For daughters Rachel and Carly, 17, going to camp "totally changed their personalities," Bornstein says. Rachel struggled with separation anxiety, but came home from camp with more confidence and independence that stood out year round, Bornstein says. Her youngest? "Because she saw her sister doing it, she started at the young age of 7 and never looked back."
"As far as summer camps, I've noticed that people are trying to break away from their neighborhood and school friends," Bornstein says, to expand their social circles. Other trends? Middle schoolers participating in college campus programs and, for high school students, "travel outside of the U.S." – plus internships.
Immersion's the word
"Immersion" camps are for kids looking to focus on a specialty interest. They plan years in advance to build up their skills, maybe going to a college campus for a summer of photography programs, the next year traveling abroad for photography but also to learn a language, and then following up next summer with a home-stay in another country or earning college credit, Bornstein says. It's "something woven together that really gives a child some substance over the summers."
Keep in mind, parents …
"Be honest" in your assessment of your child.
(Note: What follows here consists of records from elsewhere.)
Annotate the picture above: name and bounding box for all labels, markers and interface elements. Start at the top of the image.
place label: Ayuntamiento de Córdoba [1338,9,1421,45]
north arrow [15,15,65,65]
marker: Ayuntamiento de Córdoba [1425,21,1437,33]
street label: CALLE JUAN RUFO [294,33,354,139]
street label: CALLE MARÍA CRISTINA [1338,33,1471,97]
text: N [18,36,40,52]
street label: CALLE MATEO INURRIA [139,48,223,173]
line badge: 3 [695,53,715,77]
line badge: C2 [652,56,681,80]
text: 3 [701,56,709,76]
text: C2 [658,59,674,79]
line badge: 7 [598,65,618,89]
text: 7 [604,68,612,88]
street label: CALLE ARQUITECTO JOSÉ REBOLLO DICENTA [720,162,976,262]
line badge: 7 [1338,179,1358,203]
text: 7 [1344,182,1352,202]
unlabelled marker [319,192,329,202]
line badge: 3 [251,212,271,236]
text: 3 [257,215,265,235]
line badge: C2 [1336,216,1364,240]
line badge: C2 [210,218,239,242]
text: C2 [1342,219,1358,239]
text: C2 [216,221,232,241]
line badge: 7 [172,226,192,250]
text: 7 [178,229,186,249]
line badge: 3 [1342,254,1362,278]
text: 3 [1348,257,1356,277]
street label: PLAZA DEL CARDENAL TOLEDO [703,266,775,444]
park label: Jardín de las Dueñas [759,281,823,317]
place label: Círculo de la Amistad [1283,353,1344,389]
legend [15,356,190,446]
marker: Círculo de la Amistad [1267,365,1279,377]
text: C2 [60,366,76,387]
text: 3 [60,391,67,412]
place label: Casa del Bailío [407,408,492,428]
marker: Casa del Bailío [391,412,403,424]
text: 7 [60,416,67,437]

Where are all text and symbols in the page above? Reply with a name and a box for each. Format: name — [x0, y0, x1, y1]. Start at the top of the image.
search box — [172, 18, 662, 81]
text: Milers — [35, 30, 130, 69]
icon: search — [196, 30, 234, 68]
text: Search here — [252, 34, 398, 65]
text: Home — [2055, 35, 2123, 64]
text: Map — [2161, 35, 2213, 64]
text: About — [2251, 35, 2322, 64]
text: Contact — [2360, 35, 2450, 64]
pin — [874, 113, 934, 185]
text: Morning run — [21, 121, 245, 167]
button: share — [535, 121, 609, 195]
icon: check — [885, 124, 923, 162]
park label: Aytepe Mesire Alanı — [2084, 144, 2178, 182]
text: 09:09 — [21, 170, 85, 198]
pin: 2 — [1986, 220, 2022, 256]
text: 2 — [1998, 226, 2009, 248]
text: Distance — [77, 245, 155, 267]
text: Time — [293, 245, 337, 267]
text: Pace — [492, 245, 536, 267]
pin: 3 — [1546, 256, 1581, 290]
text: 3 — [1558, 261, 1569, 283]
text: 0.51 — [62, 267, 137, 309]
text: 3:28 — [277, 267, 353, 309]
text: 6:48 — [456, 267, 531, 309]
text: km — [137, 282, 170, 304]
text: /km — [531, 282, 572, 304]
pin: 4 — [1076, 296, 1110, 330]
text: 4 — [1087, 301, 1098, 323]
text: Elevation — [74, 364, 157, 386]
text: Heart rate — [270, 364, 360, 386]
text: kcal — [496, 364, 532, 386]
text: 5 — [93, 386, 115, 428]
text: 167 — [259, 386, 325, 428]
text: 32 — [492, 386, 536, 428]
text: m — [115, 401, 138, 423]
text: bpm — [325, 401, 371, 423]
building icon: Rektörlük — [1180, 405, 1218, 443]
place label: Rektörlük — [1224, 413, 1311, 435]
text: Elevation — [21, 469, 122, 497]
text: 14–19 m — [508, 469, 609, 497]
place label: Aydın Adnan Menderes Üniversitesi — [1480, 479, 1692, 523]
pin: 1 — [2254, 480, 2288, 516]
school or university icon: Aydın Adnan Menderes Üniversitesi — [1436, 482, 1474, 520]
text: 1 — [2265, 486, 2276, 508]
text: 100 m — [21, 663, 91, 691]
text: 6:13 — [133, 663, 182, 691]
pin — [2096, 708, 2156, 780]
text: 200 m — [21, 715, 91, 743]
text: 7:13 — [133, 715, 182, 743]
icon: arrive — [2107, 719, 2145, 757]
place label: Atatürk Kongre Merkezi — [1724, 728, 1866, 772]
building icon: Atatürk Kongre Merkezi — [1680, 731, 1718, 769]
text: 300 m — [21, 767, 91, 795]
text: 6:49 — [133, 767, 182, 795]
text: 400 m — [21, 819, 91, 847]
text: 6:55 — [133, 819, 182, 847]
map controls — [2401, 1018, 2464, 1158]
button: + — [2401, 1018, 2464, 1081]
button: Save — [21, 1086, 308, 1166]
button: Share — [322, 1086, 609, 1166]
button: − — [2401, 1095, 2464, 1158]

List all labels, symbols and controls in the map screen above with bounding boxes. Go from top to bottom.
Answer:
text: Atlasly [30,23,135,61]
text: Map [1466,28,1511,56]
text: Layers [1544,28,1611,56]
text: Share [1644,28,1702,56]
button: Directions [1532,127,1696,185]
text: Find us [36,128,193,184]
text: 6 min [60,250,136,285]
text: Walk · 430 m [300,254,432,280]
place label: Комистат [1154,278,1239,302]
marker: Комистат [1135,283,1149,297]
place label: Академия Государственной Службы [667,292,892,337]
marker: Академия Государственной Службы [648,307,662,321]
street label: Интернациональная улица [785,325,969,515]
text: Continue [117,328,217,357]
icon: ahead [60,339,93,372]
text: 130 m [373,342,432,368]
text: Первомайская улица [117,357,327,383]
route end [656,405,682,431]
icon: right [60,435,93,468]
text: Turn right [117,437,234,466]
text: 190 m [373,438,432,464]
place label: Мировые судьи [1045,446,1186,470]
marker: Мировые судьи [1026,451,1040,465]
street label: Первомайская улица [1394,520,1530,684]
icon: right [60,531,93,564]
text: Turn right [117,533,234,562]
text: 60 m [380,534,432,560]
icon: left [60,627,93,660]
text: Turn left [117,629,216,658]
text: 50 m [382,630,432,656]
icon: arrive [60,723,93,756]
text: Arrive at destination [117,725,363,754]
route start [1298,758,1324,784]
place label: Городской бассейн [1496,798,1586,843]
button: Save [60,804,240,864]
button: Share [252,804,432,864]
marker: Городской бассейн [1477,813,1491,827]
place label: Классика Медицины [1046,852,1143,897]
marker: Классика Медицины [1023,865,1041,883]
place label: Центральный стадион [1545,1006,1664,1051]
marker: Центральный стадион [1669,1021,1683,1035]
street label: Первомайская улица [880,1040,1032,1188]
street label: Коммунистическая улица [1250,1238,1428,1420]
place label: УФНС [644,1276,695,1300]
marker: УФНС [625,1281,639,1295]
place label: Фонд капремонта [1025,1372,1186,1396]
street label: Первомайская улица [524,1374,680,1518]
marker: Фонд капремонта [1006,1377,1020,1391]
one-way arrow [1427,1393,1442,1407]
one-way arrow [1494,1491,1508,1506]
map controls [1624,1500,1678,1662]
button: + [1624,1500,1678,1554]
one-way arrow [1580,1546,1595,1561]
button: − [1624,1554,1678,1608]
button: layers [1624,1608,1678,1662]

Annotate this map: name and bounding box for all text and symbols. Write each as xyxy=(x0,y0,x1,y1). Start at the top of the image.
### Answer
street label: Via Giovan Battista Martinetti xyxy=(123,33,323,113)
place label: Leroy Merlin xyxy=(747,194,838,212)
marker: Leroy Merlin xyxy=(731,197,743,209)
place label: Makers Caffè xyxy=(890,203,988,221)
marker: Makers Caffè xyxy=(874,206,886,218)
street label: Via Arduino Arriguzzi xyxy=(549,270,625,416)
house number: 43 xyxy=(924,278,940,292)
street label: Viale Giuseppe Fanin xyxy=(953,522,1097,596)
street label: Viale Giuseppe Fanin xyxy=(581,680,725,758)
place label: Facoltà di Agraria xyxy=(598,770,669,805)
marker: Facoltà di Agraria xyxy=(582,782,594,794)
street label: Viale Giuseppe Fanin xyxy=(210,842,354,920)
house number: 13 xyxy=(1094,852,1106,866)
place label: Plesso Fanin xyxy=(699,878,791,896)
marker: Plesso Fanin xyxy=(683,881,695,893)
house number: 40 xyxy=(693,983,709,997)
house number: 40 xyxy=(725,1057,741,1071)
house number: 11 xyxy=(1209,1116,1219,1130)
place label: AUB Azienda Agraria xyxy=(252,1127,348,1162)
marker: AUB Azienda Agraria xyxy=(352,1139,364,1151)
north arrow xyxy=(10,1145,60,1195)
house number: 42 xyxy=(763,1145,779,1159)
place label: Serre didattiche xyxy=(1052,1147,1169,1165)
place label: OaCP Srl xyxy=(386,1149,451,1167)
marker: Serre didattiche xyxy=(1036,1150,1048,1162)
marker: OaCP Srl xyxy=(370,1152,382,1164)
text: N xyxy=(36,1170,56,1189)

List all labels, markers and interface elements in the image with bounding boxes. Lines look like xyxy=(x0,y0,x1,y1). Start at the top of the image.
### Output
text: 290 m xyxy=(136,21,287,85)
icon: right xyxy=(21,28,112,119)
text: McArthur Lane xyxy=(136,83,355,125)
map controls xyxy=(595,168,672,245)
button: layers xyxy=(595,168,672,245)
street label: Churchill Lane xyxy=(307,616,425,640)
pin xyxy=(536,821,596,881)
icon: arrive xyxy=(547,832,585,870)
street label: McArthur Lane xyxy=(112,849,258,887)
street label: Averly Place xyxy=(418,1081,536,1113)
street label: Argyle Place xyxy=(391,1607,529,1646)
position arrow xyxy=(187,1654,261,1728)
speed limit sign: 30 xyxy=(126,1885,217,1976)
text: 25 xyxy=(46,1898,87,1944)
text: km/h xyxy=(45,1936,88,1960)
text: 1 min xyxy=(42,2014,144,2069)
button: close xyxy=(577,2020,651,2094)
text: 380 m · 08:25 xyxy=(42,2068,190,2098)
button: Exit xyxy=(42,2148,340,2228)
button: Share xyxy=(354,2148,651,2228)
Know their personality – and don't try to make your child something they're not. "I've seen that happen quite a few times with parents where they're looking for a fit that isn't really natural for their child." The individualized approach is key. "Each camp has its own personality, as does the child."
Loads of benefits
While she admits it was hard for her – and is for many – to let her children go off to camp, "It's really such an amazing opportunity for the kid to be away from the parents for a few weeks and realize that they can think and act and do for themselves."